(GIVEN RECORDS Opens)

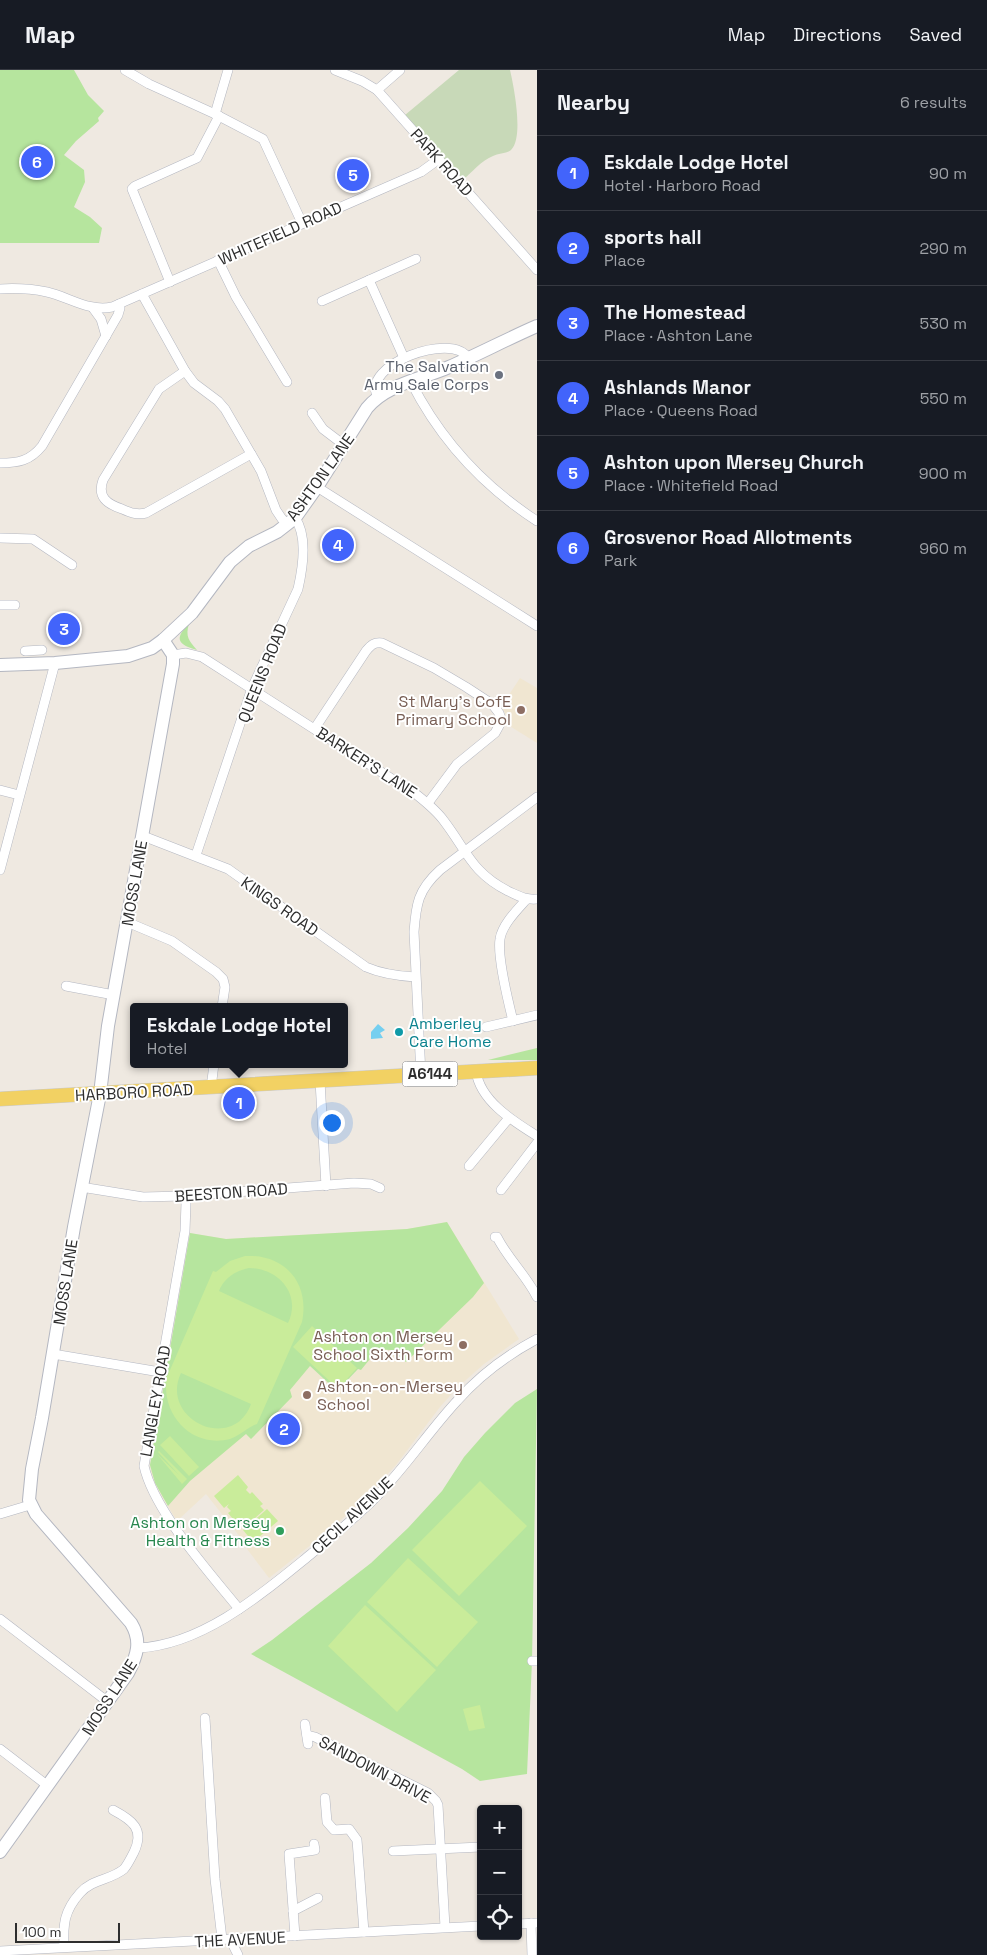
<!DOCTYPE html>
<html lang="en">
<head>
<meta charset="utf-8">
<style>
	:root { --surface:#171b24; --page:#20242c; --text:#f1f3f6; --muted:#9ea1a6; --line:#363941; --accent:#4264fb }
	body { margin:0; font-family:"Space Grotesk",sans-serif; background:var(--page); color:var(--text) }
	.controls { position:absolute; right:15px; bottom:15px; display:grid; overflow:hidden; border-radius:5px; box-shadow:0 1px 4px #0004 }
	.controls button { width:45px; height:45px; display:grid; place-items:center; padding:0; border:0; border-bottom:1px solid var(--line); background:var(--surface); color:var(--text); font:25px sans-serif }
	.scale { position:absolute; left:15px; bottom:12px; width:105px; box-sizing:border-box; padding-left:5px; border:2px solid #2e2e2e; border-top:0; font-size:14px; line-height:18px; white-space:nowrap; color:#2e2e2e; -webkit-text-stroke:4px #fff; paint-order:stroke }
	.you { position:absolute; left:331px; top:1052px; width:18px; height:18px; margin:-12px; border:4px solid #fff; border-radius:50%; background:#1a73e8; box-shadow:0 0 0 8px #1a73e833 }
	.badge { display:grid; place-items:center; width:32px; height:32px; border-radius:50%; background:var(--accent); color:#fff; font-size:16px; font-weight:700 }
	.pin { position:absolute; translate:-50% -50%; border:2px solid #fff; box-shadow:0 1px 5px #0006 }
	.popup { position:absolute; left:130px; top:933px; width:218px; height:65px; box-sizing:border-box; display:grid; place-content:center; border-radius:5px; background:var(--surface); filter:drop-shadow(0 1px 4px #0005); font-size:16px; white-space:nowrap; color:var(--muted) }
	.popup b { font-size:19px; color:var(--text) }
	.popup::after { content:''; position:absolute; left:50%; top:100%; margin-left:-10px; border:10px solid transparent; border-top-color:var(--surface) }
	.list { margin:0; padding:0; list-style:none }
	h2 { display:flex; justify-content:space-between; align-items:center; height:65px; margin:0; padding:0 20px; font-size:21px }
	h2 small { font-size:16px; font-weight:400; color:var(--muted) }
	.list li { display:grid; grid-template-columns:32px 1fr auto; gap:15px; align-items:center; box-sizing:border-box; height:75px; padding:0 20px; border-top:1px solid var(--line) }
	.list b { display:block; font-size:19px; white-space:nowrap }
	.list p { margin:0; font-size:16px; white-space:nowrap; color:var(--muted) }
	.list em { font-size:16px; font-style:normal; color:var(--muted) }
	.icon { flex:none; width:28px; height:28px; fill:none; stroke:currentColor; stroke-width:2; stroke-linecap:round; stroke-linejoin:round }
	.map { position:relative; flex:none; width:537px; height:1885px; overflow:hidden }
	header { display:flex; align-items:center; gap:30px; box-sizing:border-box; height:70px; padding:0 25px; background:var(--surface); border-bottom:1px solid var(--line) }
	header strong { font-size:24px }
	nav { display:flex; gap:28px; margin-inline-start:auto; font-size:18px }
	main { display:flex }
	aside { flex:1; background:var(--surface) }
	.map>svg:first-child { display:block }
	.education { fill:#f0e6d1 }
	.green { fill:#b6e59e }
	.cemetery { fill:#c8d9b8 }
	.pitch { fill:#c9ec9a; fill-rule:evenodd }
	.water { fill:#75cff0 }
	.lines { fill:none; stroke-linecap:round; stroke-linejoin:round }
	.street-casing { stroke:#b4b7c1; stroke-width:10 }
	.secondary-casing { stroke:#b4b7c1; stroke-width:14 }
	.primary-casing { stroke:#c9c9c9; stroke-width:15 }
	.street { stroke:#fff; stroke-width:9 }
	.secondary { stroke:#fff; stroke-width:12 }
	.primary { stroke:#f2d163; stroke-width:14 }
	.worship-dot { fill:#6b7280; stroke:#fff; stroke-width:2 }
	.education-dot { fill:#8d6e63; stroke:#fff; stroke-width:2 }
	.culture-dot { fill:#0f9aa8; stroke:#fff; stroke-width:2 }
	.leisure-dot { fill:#2e9e5b; stroke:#fff; stroke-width:2 }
	.labels { text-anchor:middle; stroke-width:4; stroke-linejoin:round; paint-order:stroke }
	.shield { fill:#fff; stroke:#6d6d6d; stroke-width:1 }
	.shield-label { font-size:15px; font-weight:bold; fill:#2e2e2e }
	.street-label { font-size:16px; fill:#2e2e2e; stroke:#fff }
	.worship-label { font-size:16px; fill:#5b616d; stroke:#fff; text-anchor:end }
	.education-label { font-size:16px; fill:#785e54; stroke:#fff; text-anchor:end }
	.culture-label { font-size:16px; fill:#0d838f; stroke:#fff; text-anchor:start }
	.leisure-label { font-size:16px; fill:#27864d; stroke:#fff; text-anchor:end }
</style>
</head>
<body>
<header>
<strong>Map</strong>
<nav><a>Map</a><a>Directions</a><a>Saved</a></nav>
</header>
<main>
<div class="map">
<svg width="537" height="1885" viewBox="0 0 537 1885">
	<rect width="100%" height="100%" fill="#efe9e1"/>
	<g class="education">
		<path d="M520,608l17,10v55l-29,-18 -1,-9 -6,-9z"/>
		<path d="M447,1152l72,117 -35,25 -27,24 -17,19 -44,58 -28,30 -37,34 -62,49 -22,-29 1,-2 -42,-53 -29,27 -16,-26 -10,-22 -1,-8 40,-232 36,6 181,-10z"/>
	</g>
	<g class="green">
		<path d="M0,0h74l14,25 16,16 -6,7 1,3 -23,20 -12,14 20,15 1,12 -11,25 16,10 12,11 -3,15h-99z"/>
		<path d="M189,554c-4,12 0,17 8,26 -18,-5 -24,-11 -8,-26z"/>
		<path d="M537,978v12h-49z"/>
		<path d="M447,1152l37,61 -11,14 -67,65 -16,-12 -12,-1 -17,21 -3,-1 -21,22 -27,-25 -20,24 2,7 -41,42 -5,-5 -56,47 -22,25 -13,-23 -5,-18 40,-232 36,6 181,-10z"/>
		<path d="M537,1319l-5,272 -5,113 -47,7 -18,-12 -211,-115 21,-14 99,-77 37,-35 34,-37 22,-34 21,-24 30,-30z"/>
	</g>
	<path class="cemetery" d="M459,0h51c4,17 14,68 1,80 -5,4 -13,3 -18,6 -11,4 -22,17 -31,25l-57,-66z"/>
	<g class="pitch">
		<path d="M245,1186c40,-2 65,27 57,66l-45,102c-9,3 -17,12 -27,15 -39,10 -70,-26 -63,-62l46,-106 3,1 14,-11zM249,1198c29,0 53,26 39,55l-69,-32c5,-13 16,-20 30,-23zM181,1303l70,31c-18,50 -92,15 -70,-31z"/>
		<path d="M312,1256l45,42 -19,21 -45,-42z"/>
		<path d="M170,1366l29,31 -10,9 -29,-31z"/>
		<path d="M159,1381l28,28 -5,5 -25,-30 22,21 -21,-23z"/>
		<path d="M238,1405l10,12 -2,3 4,4 2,-2 11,12 -3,2 4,4 -19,17 -4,-4 -3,2 -10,-12 3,-2 -4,-4 2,-3 -5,4 -10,-12z"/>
		<path d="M480,1411l47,45 -68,70 -47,-46z"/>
		<path d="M267,1439l11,12 -25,21 -10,-12z"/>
		<path d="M408,1488l70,64 -41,45 -70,-65z"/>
		<path d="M365,1535l71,65 -39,42 -69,-66z"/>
		<path d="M480,1635l5,23 -16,3 -6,-22z"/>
	</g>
	<path class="water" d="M378,954l7,6 -5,3 3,5 -12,1v-7z"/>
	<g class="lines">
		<g class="street-casing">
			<g id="street">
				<path d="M125,0l24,14 66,30 48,25 39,84"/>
				<path d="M335,0l27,11 15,9 160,180"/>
				<path d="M377,20l23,-20"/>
				<path d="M215,44l13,-44"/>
				<path d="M218,190l18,37 51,85"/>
				<path d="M369,210l35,78"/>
				<path d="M170,212l-38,-93 3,-3 62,-28 22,-42"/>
				<path d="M0,219c16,-1 32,0 47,3 22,5 42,20 65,15l309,-135 18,-13"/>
				<path d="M142,224l43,77 9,12 24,18 7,8 36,62 15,39 6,9 6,5"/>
				<path d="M322,231l94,-42"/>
				<path d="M93,238l8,11 5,17"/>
				<path d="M185,301l-26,18 -56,91c-6,17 4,24 19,29 9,4 15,6 24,4l105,-59"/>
				<path d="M411,312c29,57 72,104 126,139"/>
				<path d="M378,327c-19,-32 75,-66 90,-39"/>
				<path d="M312,343l11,16 21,16"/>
				<path d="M0,393c18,0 30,-2 42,-17l76,-131 2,-7 -1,-4"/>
				<path d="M317,417l220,139"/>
				<path d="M0,468l33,1 39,26"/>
				<path d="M0,535h15"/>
				<path d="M25,581l17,-1"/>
				<path d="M173,585l13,-2 16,4 215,138c10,8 20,16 27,26 23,30 28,52 64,70 11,5 17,9 29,8"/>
				<path d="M315,658l51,-77c5,-6 8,-9 16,-8l52,25 32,19 26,17 7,9 2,6 -1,5 -5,9 -38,31 -29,39"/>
				<path d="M0,720l19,5"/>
				<path d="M143,766l85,33 138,98c16,7 32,9 49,10"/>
				<path d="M196,785l56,-167 46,-99c5,-22 10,-53 -3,-71"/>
				<path d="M0,800l55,-207"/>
				<path d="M127,852l45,19 44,31 7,7 2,8 -3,20"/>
				<path d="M66,916l48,9"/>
				<path d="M513,951c-5,-20 -16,-64 -13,-82 2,-14 17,-29 26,-39"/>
				<path d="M486,957l51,-12"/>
				<path d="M476,1001c4,30 37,50 61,65"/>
				<path d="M421,1005l-7,-143c2,-28 4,-42 26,-62l97,-73"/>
				<path d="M320,1011l6,105"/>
				<path d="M211,1018l3,-24"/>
				<path d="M469,1096l40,-48"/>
				<path d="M81,1117l62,10 40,-1 171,-13 17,1 9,4"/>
				<path d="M501,1120l36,-47"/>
				<path d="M183,1126l3,7 -1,28 -41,235c10,45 65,106 95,143"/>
				<path d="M495,1167h2c11,22 29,38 40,60"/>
				<path d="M53,1284l107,18"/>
				<path d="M0,1444l30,-9"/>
				<path d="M0,1549l108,83"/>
				<path d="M138,1578c65,-3 125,-55 173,-94 23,-19 47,-38 68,-60 28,-29 51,-64 78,-93 23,-26 50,-46 80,-62"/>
				<path d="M532,1591h5"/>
				<path d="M205,1648l10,161 7,60"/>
				<path d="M305,1654l3,20"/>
				<path d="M307,1665l8,2 113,56 8,8 2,4 7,122"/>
				<path d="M0,1679l48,37"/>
				<path d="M325,1728l2,24 7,8 15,-1 8,11 7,92"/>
				<path d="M393,1781l88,-4"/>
				<path d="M293,1841l25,-13"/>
				<path d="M531,1853l1,32"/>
				<path d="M518,1854l19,-1"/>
				<path d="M295,1866l-6,-82 26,-4 -1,-6"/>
				<path d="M230,1869l8,16"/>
				<path d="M64,1877c-1,-23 0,-36 16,-54 12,-14 31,-13 44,-24 4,-5 7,-11 10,-17 11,-23 -2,-32 -21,-42"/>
				<path d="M0,1881l481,-25"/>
			</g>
		</g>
		<g class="secondary-casing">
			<g id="secondary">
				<path d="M0,595l55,-2 73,-7 24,-8 11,-8 29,-27 38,-51 19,-16 28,-14 18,-14 22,-31 50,-79c20,-24 55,-29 82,-41 30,-13 58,-28 88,-41"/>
				<path d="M0,1782l128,-179c9,-17 14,-32 3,-50l-95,-109 -7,-14 3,-31 10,-51 32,-191 26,-133 8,-68 65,-362v-9l-10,-15"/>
			</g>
		</g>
		<g class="primary-casing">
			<path id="primary" d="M0,1029l537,-31"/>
		</g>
		<use href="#street" class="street"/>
		<use href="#secondary" class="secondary"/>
		<use href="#primary" class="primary"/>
	</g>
	<circle class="worship-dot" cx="499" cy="305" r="5"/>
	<g class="education-dot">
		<circle cx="521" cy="640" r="5"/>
		<circle cx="463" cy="1275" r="5"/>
		<circle cx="307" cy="1325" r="5"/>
	</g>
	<circle class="culture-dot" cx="399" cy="962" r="5"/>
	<circle class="leisure-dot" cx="280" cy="1461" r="5"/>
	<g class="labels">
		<rect class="shield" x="402.5" y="991.5" width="55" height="25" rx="4"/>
		<g class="shield-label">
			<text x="430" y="1009">A6144</text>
		</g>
		<g class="street-label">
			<text transform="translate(442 92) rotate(48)" y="6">PARK ROAD</text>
			<text transform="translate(280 163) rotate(-24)" y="6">WHITEFIELD ROAD</text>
			<text transform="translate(320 407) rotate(-54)" y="6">ASHTON LANE</text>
			<text transform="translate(262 603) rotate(-68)" y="6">QUEENS ROAD</text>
			<text transform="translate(367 692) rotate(33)" y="6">BARKER'S LANE</text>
			<text transform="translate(134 813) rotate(-80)" y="6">MOSS LANE</text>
			<text transform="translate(280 836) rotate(35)" y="6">KINGS ROAD</text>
			<text transform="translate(134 1022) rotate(-3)" y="6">HARBORO ROAD</text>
			<text transform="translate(231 1122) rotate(-4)" y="6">BEESTON ROAD</text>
			<text transform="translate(65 1212) rotate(-81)" y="6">MOSS LANE</text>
			<text transform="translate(155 1331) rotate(-80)" y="6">LANGLEY ROAD</text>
			<text transform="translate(352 1445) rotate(-43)" y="6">CECIL AVENUE</text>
			<text transform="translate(109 1627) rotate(-57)" y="6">MOSS LANE</text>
			<text transform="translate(375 1699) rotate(28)" y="6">SANDOWN DRIVE</text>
			<text transform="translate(240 1869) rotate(-3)" y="6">THE AVENUE</text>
		</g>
		<g class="worship-label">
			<text x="489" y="302">The Salvation<tspan x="489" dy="18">Army Sale Corps</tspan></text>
		</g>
		<g class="education-label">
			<text x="511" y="637">St Mary's CofE<tspan x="511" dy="18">Primary School</tspan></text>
			<text x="453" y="1272">Ashton on Mersey<tspan x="453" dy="18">School Sixth Form</tspan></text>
			<text x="317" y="1322" text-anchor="start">Ashton-on-Mersey<tspan x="317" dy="18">School</tspan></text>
		</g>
		<g class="culture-label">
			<text x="409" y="959">Amberley<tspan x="409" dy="18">Care Home</tspan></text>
		</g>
		<g class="leisure-label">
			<text x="270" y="1458">Ashton on Mersey<tspan x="270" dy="18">Health &amp; Fitness</tspan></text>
		</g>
	</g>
</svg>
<div class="controls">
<button>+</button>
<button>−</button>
<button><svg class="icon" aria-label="locate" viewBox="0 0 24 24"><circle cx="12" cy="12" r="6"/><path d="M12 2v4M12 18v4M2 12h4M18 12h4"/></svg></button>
</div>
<div class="scale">100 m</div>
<div class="you"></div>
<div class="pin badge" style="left:239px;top:1033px">1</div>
<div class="popup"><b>Eskdale Lodge Hotel</b>Hotel</div>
<div class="pin badge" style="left:284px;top:1359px">2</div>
<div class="pin badge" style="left:64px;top:559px">3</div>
<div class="pin badge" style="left:338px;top:475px">4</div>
<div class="pin badge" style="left:353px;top:105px">5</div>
<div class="pin badge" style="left:37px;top:92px">6</div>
</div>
<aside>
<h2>Nearby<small>6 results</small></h2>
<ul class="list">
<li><span class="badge">1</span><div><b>Eskdale Lodge Hotel</b><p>Hotel · Harboro Road</p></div><em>90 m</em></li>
<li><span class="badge">2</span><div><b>sports hall</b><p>Place</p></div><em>290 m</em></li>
<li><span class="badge">3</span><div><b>The Homestead</b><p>Place · Ashton Lane</p></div><em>530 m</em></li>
<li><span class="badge">4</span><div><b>Ashlands Manor</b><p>Place · Queens Road</p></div><em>550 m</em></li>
<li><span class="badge">5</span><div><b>Ashton upon Mersey Church</b><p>Place · Whitefield Road</p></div><em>900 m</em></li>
<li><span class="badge">6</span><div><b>Grosvenor Road Allotments</b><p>Park</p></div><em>960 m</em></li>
</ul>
</aside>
</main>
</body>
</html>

(GIVEN RECORDS Closes)

Show every line from the entries that includes the word "scale".

	.scale { position:absolute; left:15px; bottom:12px; width:105px; box-sizing:border-box; padding-left:5px; border:2px solid #2e2e2e; border-top:0; font-size:14px; line-height:18px; white-space:nowrap; color:#2e2e2e; -webkit-text-stroke:4px #fff; paint-order:stroke }
<div class="scale">100 m</div>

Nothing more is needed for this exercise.